Effects of a neutral endoprotease enzyme inhibitor, thiorphan, on hemodynamics and renal excretory function in four models of experimental hypertension.

摘要

Thiorphan, a neutral endoprotease (NEP) enzyme inhibitor, has been shown to enhance the effects of atrial natriuretic peptide (ANP) in vivo. In this study, we examined the effects of an intravenous (iv) infusion of thiorphan on cardiovascular hemodynamics and excretion of urine volume (UV), sodium (U(Na)V) and potassium (UKV) in four different models of experimental hypertension, namely: 1) SHR, 2) two-kidney, one clip (2K1C),3) one-kidney, 1 clip (1K1C) and. 4) 70% reduced renal mass-salt (RRM-S) hypertensive rats.

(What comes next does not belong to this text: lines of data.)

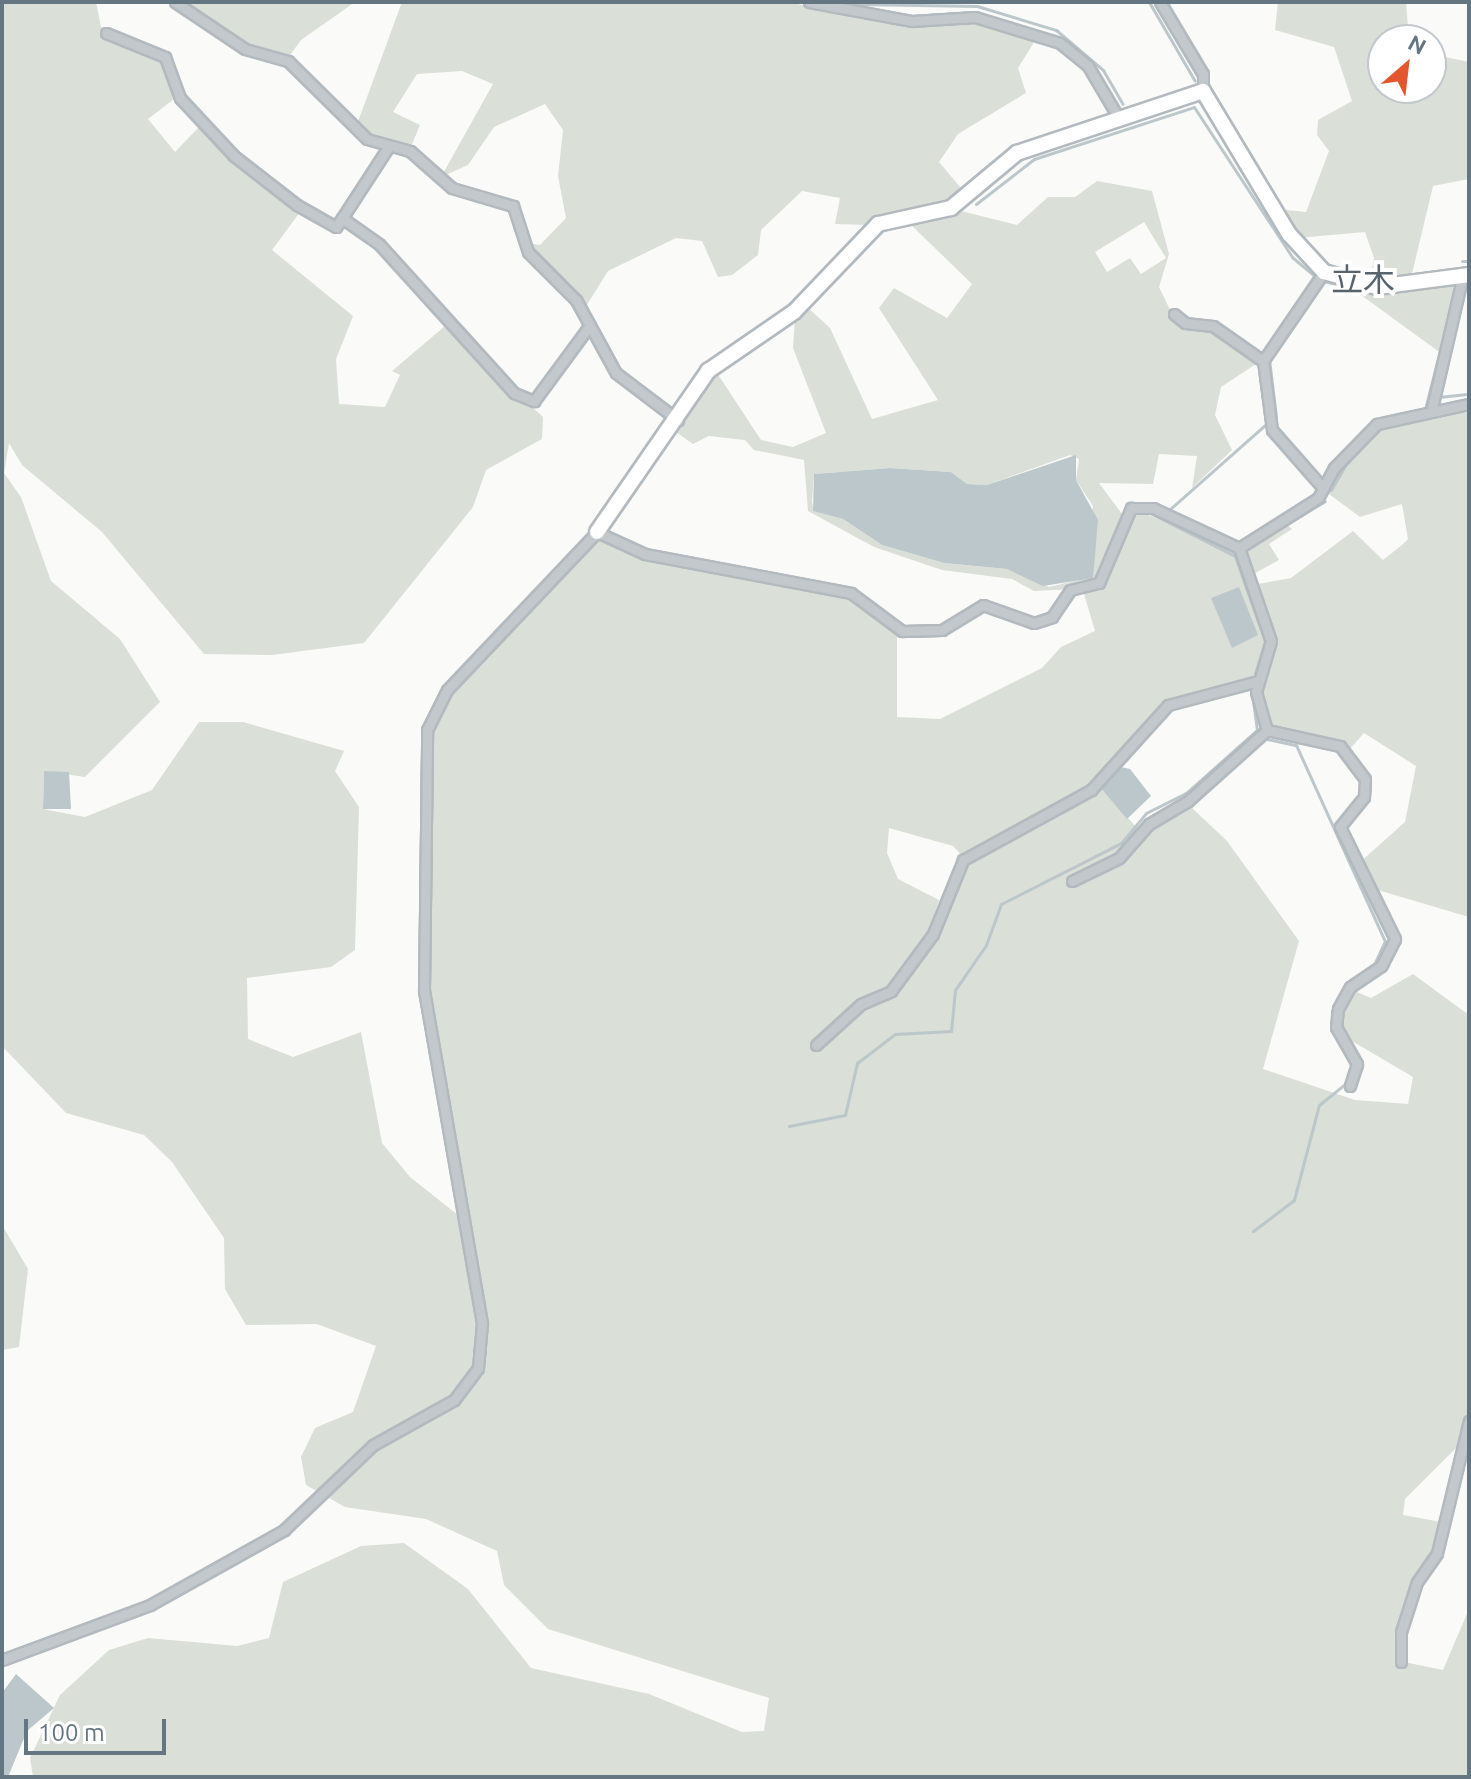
<!DOCTYPE html>
<meta charset="utf-8">
<style>
body{margin:0}
#map{position:relative;width:1471px;height:1779px;overflow:hidden;background:#fafaf8;font-family:Ubuntu,"Noto Sans JP",sans-serif}
div>[style]{position:absolute}
[style*='--x']{left:calc(var(--x)*1px);top:calc(var(--y)*1px);width:calc(var(--w)*1px);rotate:calc(var(--a)*1deg)}
.green>*{inset:0;background:#dadfd7}
.water>*{inset:0;background:#bbc7cb}
.stream>*{height:3px;margin:-1.5px;padding:0 1.5px;transform-origin:1.5px;border-radius:1.5px;background:#bbc7cb}
.roads{filter:drop-shadow(2px 0 #b3babf) drop-shadow(-2px 0 #b3babf) drop-shadow(0 2px #b3babf) drop-shadow(0 -2px #b3babf)}
.street>*{height:9px;margin:-4.5px;padding:0 4.5px;transform-origin:4.5px;border-radius:4.5px;background:#c3c8cc}
.secondary>*{height:14px;margin:-7px;padding:0 7px;transform-origin:7px;border-radius:7px;background:#fff}
span{translate:-50% -50%;white-space:nowrap;text-align:center;line-height:1.15;-webkit-text-stroke:8px #fff;paint-order:stroke}
.quarter-label{font-size:32px;color:#57646e}
.frame{position:absolute;inset:0;border:4px solid #657683;pointer-events:none}
.north{position:absolute;left:1367px;top:24px;width:80px;height:80px;box-sizing:border-box;background:#fff;border:2px solid #c1c8cd;border-radius:50%;rotate:28deg;font-size:22px;font-weight:700;line-height:32px;text-align:center;color:#657683}
.north::after{content:'';display:block;margin:auto;width:28px;height:36px;background:#e4572e;clip-path:polygon(50% 0,100% 100%,50% 72%,0 100%)}
.scale{position:absolute;left:24px;top:1719px;width:142px;height:36px;box-sizing:border-box;border:4px solid #657683;border-top:0;padding-left:10px;font-size:24px;line-height:28px;white-space:nowrap;color:#657683;-webkit-text-stroke:6px #fff;paint-order:stroke}
</style>
<div id="map">
<div class="green">
<i style="clip-path:polygon(evenodd,2px 2px,96px 2px,103px 37px,163px 59px,178px 96px,148px 119px,175px 152px,200px 126px,300px 212px,272px 250px,353px 316px,336px 359px,339px 404px,385px 407px,400px 375px,392px 371px,445px 326px,543px 417px,542px 439px,486px 470px,473px 507px,364px 643px,272px 655px,204px 654px,102px 532px,22px 465px,9px 443px,4px 473px,21px 497px,51px 581px,120px 639px,160px 702px,85px 777px,44px 771px,43px 809px,85px 817px,152px 790px,199px 722px,243px 722px,344px 751px,335px 771px,359px 807px,355px 950px,331px 967px,247px 978px,248px 1039px,293px 1057px,361px 1032px,382px 1143px,410px 1177px,468px 1223px,426px 988px,429px 734px,445px 697px,596px 537px,664px 562px,862px 601px,897px 633px,897px 717px,940px 719px,1042px 668px,1061px 647px,1095px 631px,1084px 594px,1111px 572px,1134px 509px,1239px 553px,1269px 640px,1255px 679px,1173px 700px,1100px 787px,1138px 829px,1153px 814px,1191px 807px,1227px 841px,1299px 941px,1263px 1069px,1355px 1100px,1408px 1104px,1413px 1077px,1340px 1034px,1338px 1016px,1350px 989px,1371px 998px,1413px 974px,1469px 1015px,1469px 1413px,1460px 1444px,1405px 1499px,1403px 1515px,1441px 1522px,1436px 1550px,1418px 1576px,1399px 1661px,1443px 1670px,1469px 1609px,1469px 1777px,33px 1777px,30px 1758px,60px 1695px,109px 1650px,148px 1638px,237px 1646px,269px 1638px,283px 1582px,361px 1546px,404px 1543px,468px 1589px,531px 1668px,649px 1694px,742px 1732px,764px 1731px,769px 1698px,548px 1629px,504px 1585px,497px 1551px,426px 1519px,345px 1507px,306px 1485px,301px 1457px,315px 1428px,353px 1412px,376px 1346px,317px 1324px,246px 1325px,225px 1289px,224px 1238px,172px 1162px,144px 1135px,66px 1113px,2px 1046px,2px 2px,889px 828px,953px 846px,967px 861px,928px 933px,939px 900px,898px 879px,887px 853px,889px 828px)"></i>
<i style="clip-path:polygon(181px 2px,355px 2px,301px 40px,288px 58px,238px 41px)"></i>
<i style="clip-path:polygon(402px 2px,786px 2px,911px 25px,976px 21px,1036px 39px,1018px 68px,1026px 93px,958px 134px,939px 162px,966px 194px,870px 225px,835px 224px,840px 198px,802px 191px,761px 230px,758px 255px,732px 275px,718px 277px,702px 241px,676px 238px,608px 271px,585px 308px,526px 243px,540px 245px,566px 218px,558px 176px,563px 130px,545px 104px,494px 127px,468px 165px,441px 177px,493px 84px,462px 71px,417px 74px,393px 112px,420px 125px,410px 149px,356px 127px)"></i>
<i style="clip-path:polygon(1278px 2px,1406px 2px,1409px 40px,1383px 40px,1383px 88px,1431px 88px,1431px 54px,1469px 62px,1469px 179px,1433px 186px,1411px 278px,1370px 282px,1374px 258px,1365px 232px,1297px 238px,1277px 209px,1306px 212px,1329px 151px,1317px 135px,1318px 120px,1352px 101px,1334px 47px,1275px 30px)"></i>
<i style="clip-path:polygon(evenodd,1097px 181px,1152px 191px,1169px 254px,1159px 287px,1175px 320px,1210px 328px,1259px 362px,1221px 387px,1215px 415px,1232px 450px,1192px 488px,1197px 456px,1159px 454px,1153px 484px,1099px 483px,1122px 514px,1100px 577px,1075px 589px,1034px 591px,1012px 579px,942px 570px,874px 547px,808px 511px,804px 460px,754px 450px,745px 440px,709px 436px,693px 444px,673px 430px,717px 373px,761px 440px,793px 447px,826px 433px,793px 348px,795px 318px,806px 306px,830px 328px,872px 419px,938px 400px,879px 308px,894px 288px,947px 318px,972px 284px,905px 219px,957px 210px,1017px 225px,1048px 197px,1075px 197px,1097px 181px,1144px 222px,1166px 258px,1141px 274px,1130px 258px,1107px 272px,1095px 252px,1144px 222px,1097px 181px,1070px 455px,1079px 459px,1076px 480px,1093px 506px,1083px 579px,1049px 587px,1007px 569px,944px 563px,882px 545px,843px 519px,814px 511px,812px 502px,814px 474px,890px 468px,951px 472px,967px 484px,987px 485px,1070px 455px)"></i>
<i style="clip-path:polygon(1458px 279px,1442px 354px,1350px 287px,1364px 290px)"></i>
<i style="clip-path:polygon(1469px 406px,1469px 917px,1371px 888px,1358px 864px,1405px 822px,1416px 766px,1364px 733px,1349px 750px,1272px 731px,1258px 687px,1274px 641px,1252px 585px,1291px 578px,1353px 531px,1383px 560px,1402px 545px,1408px 539px,1402px 504px,1360px 517px,1325px 491px,1336px 469px,1385px 422px)"></i>
<i style="clip-path:polygon(1287px 525px,1292px 529px,1269px 544px,1279px 560px,1250px 576px,1245px 546px)"></i>
<i style="clip-path:polygon(2px 1225px,28px 1269px,19px 1347px,2px 1350px)"></i>
</div>
<div class="water">
<i style="clip-path:polygon(1076px 455px,1076px 480px,1098px 520px,1093px 578px,1043px 586px,1007px 569px,944px 563px,882px 545px,843px 519px,813px 511px,814px 474px,890px 468px,951px 472px,967px 484px,987px 485px)"></i>
<i style="clip-path:polygon(1239px 587px,1258px 635px,1232px 648px,1211px 598px)"></i>
<i style="clip-path:polygon(1116px 766px,1130px 769px,1151px 796px,1127px 819px,1100px 787px)"></i>
<i style="clip-path:polygon(69px 772px,71px 809px,43px 809px,44px 771px)"></i>
<i style="clip-path:polygon(16px 1674px,54px 1708px,27px 1731px,8px 1777px,2px 1777px,2px 1693px)"></i>
</div>
<div class="stream">
<i style="--x:1149;--y:2;--w:91;--a:59.8"></i>
<i style="--x:856;--y:4;--w:121;--a:0.9"></i>
<i style="--x:977;--y:6;--w:83;--a:16.9"></i>
<i style="--x:1056;--y:30;--w:62;--a:40.4"></i>
<i style="--x:1103;--y:70;--w:39;--a:60"></i>
<i style="--x:976;--y:204;--w:73;--a:-37.8"></i>
<i style="--x:1034;--y:159;--w:168;--a:-18"></i>
<i style="--x:1194;--y:107;--w:179;--a:56.8"></i>
<i style="--x:1292;--y:257;--w:30;--a:40"></i>
<i style="--x:1462;--y:261;--w:7;--a:0"></i>
<i style="--x:1323;--y:281;--w:59;--a:12.6"></i>
<i style="--x:1269;--y:359;--w:58;--a:83.1"></i>
<i style="--x:1439;--y:397;--w:30;--a:-6"></i>
<i style="--x:1424;--y:413;--w:97;--a:-75.7"></i>
<i style="--x:1331;--y:490;--w:36;--a:-60"></i>
<i style="--x:1170;--y:509;--w:127;--a:-41.5"></i>
<i style="--x:1150;--y:513;--w:95;--a:26.8"></i>
<i style="--x:1235;--y:556;--w:90;--a:70.6"></i>
<i style="--x:1265;--y:641;--w:34;--a:107"></i>
<i style="--x:1245;--y:549;--w:93;--a:-31"></i>
<i style="--x:1267;--y:739;--w:30;--a:12"></i>
<i style="--x:1296;--y:745;--w:215;--a:65.6"></i>
<i style="--x:1385;--y:941;--w:26;--a:115"></i>
<i style="--x:1374;--y:965;--w:31;--a:147"></i>
<i style="--x:1348;--y:982;--w:33;--a:119"></i>
<i style="--x:1332;--y:1011;--w:19;--a:93"></i>
<i style="--x:1331;--y:1030;--w:16;--a:55"></i>
<i style="--x:789;--y:1126;--w:57;--a:-11.1"></i>
<i style="--x:845;--y:1115;--w:53;--a:-77"></i>
<i style="--x:857;--y:1063;--w:48;--a:-37.3"></i>
<i style="--x:895;--y:1034;--w:56;--a:-3.1"></i>
<i style="--x:951;--y:1031;--w:41;--a:-84.4"></i>
<i style="--x:955;--y:990;--w:55;--a:-55.4"></i>
<i style="--x:986;--y:945;--w:44;--a:-69.9"></i>
<i style="--x:1001;--y:904;--w:135;--a:-26.9"></i>
<i style="--x:1121;--y:843;--w:39;--a:-50"></i>
<i style="--x:1146;--y:813;--w:45;--a:-26.6"></i>
<i style="--x:1186;--y:793;--w:95;--a:-41.6"></i>
<i style="--x:1257;--y:730;--w:44;--a:-97.8"></i>
<i style="--x:1253;--y:1231;--w:51;--a:-37.1"></i>
<i style="--x:1294;--y:1200;--w:98;--a:-75.3"></i>
<i style="--x:1319;--y:1105;--w:36;--a:-39"></i>
</div>
<div class="roads">
<div class="street">
<i style="--x:175;--y:2;--w:84;--a:33.9"></i>
<i style="--x:245;--y:49;--w:45;--a:15.6"></i>
<i style="--x:288;--y:61;--w:111;--a:44.6"></i>
<i style="--x:367;--y:139;--w:45;--a:15.6"></i>
<i style="--x:410;--y:151;--w:56;--a:41.4"></i>
<i style="--x:452;--y:188;--w:64;--a:16.4"></i>
<i style="--x:513;--y:206;--w:48;--a:71.9"></i>
<i style="--x:528;--y:252;--w:68;--a:45"></i>
<i style="--x:576;--y:300;--w:83;--a:61.3"></i>
<i style="--x:616;--y:373;--w:78;--a:37.2"></i>
<i style="--x:809;--y:2;--w:105;--a:10.5"></i>
<i style="--x:912;--y:21;--w:63;--a:-3.6"></i>
<i style="--x:975;--y:17;--w:89;--a:17"></i>
<i style="--x:1060;--y:43;--w:36;--a:39"></i>
<i style="--x:1088;--y:66;--w:59;--a:59.5"></i>
<i style="--x:1160;--y:2;--w:84;--a:59.2"></i>
<i style="--x:1203;--y:74;--w:17;--a:90"></i>
<i style="--x:106;--y:33;--w:64;--a:22.1"></i>
<i style="--x:165;--y:57;--w:44;--a:69.9"></i>
<i style="--x:180;--y:98;--w:79;--a:47"></i>
<i style="--x:234;--y:156;--w:80;--a:37.9"></i>
<i style="--x:297;--y:205;--w:45;--a:29.4"></i>
<i style="--x:336;--y:227;--w:11;--a:-56"></i>
<i style="--x:387;--y:149;--w:82;--a:123.1"></i>
<i style="--x:342;--y:218;--w:45;--a:35.1"></i>
<i style="--x:379;--y:244;--w:201;--a:47.8"></i>
<i style="--x:514;--y:393;--w:22;--a:22"></i>
<i style="--x:534;--y:401;--w:94;--a:-53.6"></i>
<i style="--x:1174;--y:314;--w:14;--a:39"></i>
<i style="--x:1185;--y:323;--w:28;--a:6"></i>
<i style="--x:1213;--y:326;--w:61;--a:35"></i>
<i style="--x:1432;--y:408;--w:137;--a:-76.9"></i>
<i style="--x:1323;--y:488;--w:77;--a:-131.3"></i>
<i style="--x:1272;--y:430;--w:70;--a:-97.4"></i>
<i style="--x:1263;--y:361;--w:108;--a:-55.6"></i>
<i style="--x:1239;--y:548;--w:98;--a:71"></i>
<i style="--x:1271;--y:641;--w:53;--a:106.4"></i>
<i style="--x:1256;--y:692;--w:40;--a:74"></i>
<i style="--x:1267;--y:730;--w:75;--a:12.4"></i>
<i style="--x:1340;--y:746;--w:41;--a:52.9"></i>
<i style="--x:1365;--y:779;--w:18;--a:93"></i>
<i style="--x:1364;--y:797;--w:38;--a:129"></i>
<i style="--x:1340;--y:827;--w:125;--a:63.8"></i>
<i style="--x:1395;--y:939;--w:30;--a:117"></i>
<i style="--x:1381;--y:966;--w:37;--a:146"></i>
<i style="--x:1350;--y:987;--w:25;--a:119"></i>
<i style="--x:1338;--y:1009;--w:18;--a:96"></i>
<i style="--x:1336;--y:1027;--w:43;--a:60.4"></i>
<i style="--x:1357;--y:1064;--w:23;--a:108"></i>
<i style="--x:1072;--y:881;--w:52;--a:-26.1"></i>
<i style="--x:1119;--y:858;--w:45;--a:-48.6"></i>
<i style="--x:1149;--y:824;--w:45;--a:-30.5"></i>
<i style="--x:1188;--y:801;--w:106;--a:-41.9"></i>
<i style="--x:816;--y:1045;--w:61;--a:-42.3"></i>
<i style="--x:861;--y:1004;--w:33;--a:-23"></i>
<i style="--x:891;--y:991;--w:71;--a:-53.6"></i>
<i style="--x:933;--y:934;--w:80;--a:-67.9"></i>
<i style="--x:963;--y:860;--w:146;--a:-28.7"></i>
<i style="--x:1091;--y:790;--w:115;--a:-47.8"></i>
<i style="--x:1168;--y:705;--w:93;--a:-14.9"></i>
<i style="--x:2;--y:1660;--w:158;--a:-20.4"></i>
<i style="--x:150;--y:1605;--w:154;--a:-29.2"></i>
<i style="--x:284;--y:1530;--w:123;--a:-43.7"></i>
<i style="--x:373;--y:1445;--w:93;--a:-29.1"></i>
<i style="--x:454;--y:1400;--w:40;--a:-53"></i>
<i style="--x:478;--y:1368;--w:45;--a:-84.9"></i>
<i style="--x:482;--y:1323;--w:337;--a:-99.9"></i>
<i style="--x:424;--y:991;--w:261;--a:-89.3"></i>
<i style="--x:427;--y:730;--w:45;--a:-63.4"></i>
<i style="--x:447;--y:690;--w:218;--a:-46.5"></i>
<i style="--x:597;--y:532;--w:53;--a:24.6"></i>
<i style="--x:645;--y:554;--w:210;--a:10.7"></i>
<i style="--x:851;--y:593;--w:64;--a:36.7"></i>
<i style="--x:902;--y:631;--w:40;--a:-1.4"></i>
<i style="--x:942;--y:630;--w:48;--a:-31.4"></i>
<i style="--x:983;--y:605;--w:54;--a:19.4"></i>
<i style="--x:1034;--y:623;--w:19;--a:-18"></i>
<i style="--x:1052;--y:617;--w:32;--a:-56"></i>
<i style="--x:1070;--y:590;--w:30;--a:-14"></i>
<i style="--x:1099;--y:583;--w:82;--a:-66.9"></i>
<i style="--x:1131;--y:508;--w:22;--a:0"></i>
<i style="--x:1153;--y:508;--w:95;--a:24.9"></i>
<i style="--x:1239;--y:548;--w:93;--a:-32.3"></i>
<i style="--x:1318;--y:498;--w:34;--a:-62"></i>
<i style="--x:1334;--y:468;--w:62;--a:-45.7"></i>
<i style="--x:1377;--y:424;--w:94;--a:-12.3"></i>
<i style="--x:1401;--y:1662;--w:30;--a:-90"></i>
<i style="--x:1401;--y:1632;--w:52;--a:-72.3"></i>
<i style="--x:1417;--y:1582;--w:35;--a:-55"></i>
<i style="--x:1437;--y:1553;--w:136;--a:-76.4"></i>
</div>
<div class="secondary">
<i style="--x:597;--y:532;--w:196;--a:-55.4"></i>
<i style="--x:708;--y:371;--w:104;--a:-34.5"></i>
<i style="--x:794;--y:312;--w:122;--a:-46.3"></i>
<i style="--x:878;--y:224;--w:75;--a:-12.4"></i>
<i style="--x:951;--y:208;--w:86;--a:-39.8"></i>
<i style="--x:1017;--y:153;--w:196;--a:-18.4"></i>
<i style="--x:1203;--y:91;--w:167;--a:59"></i>
<i style="--x:1289;--y:234;--w:52;--a:47.4"></i>
<i style="--x:1324;--y:272;--w:55;--a:15.8"></i>
<i style="--x:1377;--y:287;--w:93;--a:-7.4"></i>
</div>
</div>
<div class="quarter-label">
<span style="left:1363px;top:279px">立木</span>
</div>
<div class="frame"></div>
<div class="north">N</div>
<div class="scale">100 m</div>
</div>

SHR has normal plasma renin activity, 2K1C is renin dependent, and 1K1C and RRM-S are low renin volume dependent models of hypertension. Rats were divided into experimental and control groups. Under inactin (120 mg/kg, body weight) anesthesia, rats were instrumented to record blood pressure and dP/dt (Millar catheter) and urine was collected through a suprapubic urinary bladder catheter. Experimental animals received an iv infusion of thiorphan, 0.5 mg/kg/min for 120 minutes. Control animals received vehicle only. In some animals, vascular smooth muscle cell membrane potentials (Em) was measured in vivo. In another series of experiments, using the identical protocol, cardiac output was recorded. The thiorphan infusion produced a similar progressive decrease in blood pressure in all models of hypertension. Cardiac output did not change relative to vehicle infused control animals. Thus pressure decreased because of a decrease in total peripheral resistance. The contractility index (dP/dt/P, where P = left ventricular pressure) did not change but vascular smooth muscle cells in tail arteries hyperpolarized in all four models. In spite of a significant decrease in blood pressure, thiorphan infusion either increased or produced no change in urinary volume (UV) and sodium (U(Na)V) excretion. These data show that thiorphan, an NEP inhibitor, decreases the blood pressure of hypertensive rats due to a decrease in total peripheral resistance, perhaps by hyperpolarizing vascular smooth muscle cells. These effects are independent of the mechanism of the hypertension. Increased UV and U(Na)V in the face of decreased pressure suggests a direct renal effect.